The challenge, IMO, is that adding polish to a _general-use_ desktop is really
really hard -- it requires design talent, cannot easily be done by committee,
and takes a long time. Think years of design and constant redesign, lots of
tweaking (down to individual pixels!), never-ending usability testing, and
iterative writing, discarding, and re-writing of UI code.

While some in the Linux community have long had the design know-how and
experience necessary to make Linux usable by Aunt Tillie, until very recently
no one had the _long-term commitment_ , _financial resources_ , _managerial
skill_ , and _staying power_ necessary to pull it off.

Canonical brings not just design talent, but also long-term commitment,
financial resources, managerial skill, and staying power to the table; they
have the best shot at making Linux a mainstream desktop OS.

[ ADDENDUM: Google also has an equally good shot with ChromeOS. ]

------
Derbasti
Some people (on this thread, too) seem to think that in order for Linux to be
successful, it needs to become Windows. I think the exact opposite is true.
Linux will never beat Windows at being Windows. But it may well be the
superior operating system for many people.

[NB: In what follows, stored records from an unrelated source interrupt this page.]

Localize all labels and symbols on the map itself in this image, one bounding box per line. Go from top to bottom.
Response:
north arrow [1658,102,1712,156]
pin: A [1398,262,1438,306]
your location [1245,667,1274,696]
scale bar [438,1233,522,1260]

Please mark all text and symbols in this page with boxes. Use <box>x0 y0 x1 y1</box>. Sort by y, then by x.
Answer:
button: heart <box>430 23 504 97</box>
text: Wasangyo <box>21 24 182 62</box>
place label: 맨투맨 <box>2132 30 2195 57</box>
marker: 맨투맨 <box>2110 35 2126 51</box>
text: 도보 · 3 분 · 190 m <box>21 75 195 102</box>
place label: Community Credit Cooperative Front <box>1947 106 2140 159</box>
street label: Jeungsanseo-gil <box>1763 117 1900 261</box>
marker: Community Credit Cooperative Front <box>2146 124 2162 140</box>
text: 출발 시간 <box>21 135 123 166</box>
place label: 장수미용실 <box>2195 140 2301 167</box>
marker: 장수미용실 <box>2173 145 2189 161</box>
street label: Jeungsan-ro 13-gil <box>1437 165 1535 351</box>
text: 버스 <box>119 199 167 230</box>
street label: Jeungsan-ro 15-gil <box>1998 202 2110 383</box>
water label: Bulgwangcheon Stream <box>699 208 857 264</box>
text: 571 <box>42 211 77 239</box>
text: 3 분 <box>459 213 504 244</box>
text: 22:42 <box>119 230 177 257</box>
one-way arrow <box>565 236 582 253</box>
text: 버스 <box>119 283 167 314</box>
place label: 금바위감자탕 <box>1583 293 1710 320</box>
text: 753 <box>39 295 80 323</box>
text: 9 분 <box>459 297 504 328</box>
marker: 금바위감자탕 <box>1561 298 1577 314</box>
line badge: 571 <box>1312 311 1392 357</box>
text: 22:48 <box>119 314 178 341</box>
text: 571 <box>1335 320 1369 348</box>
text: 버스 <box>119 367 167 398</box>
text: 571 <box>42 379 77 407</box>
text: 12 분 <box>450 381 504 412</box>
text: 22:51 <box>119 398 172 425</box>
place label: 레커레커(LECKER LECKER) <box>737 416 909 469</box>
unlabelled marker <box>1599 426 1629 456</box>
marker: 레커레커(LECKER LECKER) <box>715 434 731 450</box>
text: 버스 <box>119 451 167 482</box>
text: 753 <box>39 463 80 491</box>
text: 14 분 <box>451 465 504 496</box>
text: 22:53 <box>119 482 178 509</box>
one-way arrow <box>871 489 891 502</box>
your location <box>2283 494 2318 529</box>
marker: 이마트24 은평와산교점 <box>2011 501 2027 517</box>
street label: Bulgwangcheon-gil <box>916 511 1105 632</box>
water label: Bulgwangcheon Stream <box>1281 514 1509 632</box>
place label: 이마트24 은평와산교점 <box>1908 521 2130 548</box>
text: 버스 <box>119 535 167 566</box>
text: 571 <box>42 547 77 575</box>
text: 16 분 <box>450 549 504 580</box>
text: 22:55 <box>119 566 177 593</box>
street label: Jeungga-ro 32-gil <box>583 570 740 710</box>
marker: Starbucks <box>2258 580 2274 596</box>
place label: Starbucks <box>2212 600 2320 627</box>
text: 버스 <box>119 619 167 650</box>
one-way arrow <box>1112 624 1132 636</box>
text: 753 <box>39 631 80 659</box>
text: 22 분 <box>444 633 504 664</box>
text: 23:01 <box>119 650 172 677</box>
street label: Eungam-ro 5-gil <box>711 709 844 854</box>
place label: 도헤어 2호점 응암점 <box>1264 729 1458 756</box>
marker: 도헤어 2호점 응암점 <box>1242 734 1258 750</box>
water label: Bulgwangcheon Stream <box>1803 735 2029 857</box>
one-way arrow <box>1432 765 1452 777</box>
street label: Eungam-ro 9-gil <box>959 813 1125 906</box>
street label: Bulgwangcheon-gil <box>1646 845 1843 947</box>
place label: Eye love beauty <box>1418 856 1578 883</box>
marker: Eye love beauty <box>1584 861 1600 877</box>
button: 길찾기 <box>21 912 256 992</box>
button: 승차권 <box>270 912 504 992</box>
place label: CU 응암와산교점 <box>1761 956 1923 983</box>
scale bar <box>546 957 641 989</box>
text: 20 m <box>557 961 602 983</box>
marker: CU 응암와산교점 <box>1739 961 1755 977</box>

If you ask me, this is what Linux should strive for, and incidentally, what it
probably _is_ striving for. Hardware compatibility is pretty good already.
Usability is very good if you subscribe to the Linux way of doing things.

I don't think that Linux is particularly lacking in any way compared to
Windows. It is simply different, serving different purposes and different
people, optimizing for different use cases.

It is as _ready_ as it ever was or will be. The question rather is, are
_people_ ready for Linux?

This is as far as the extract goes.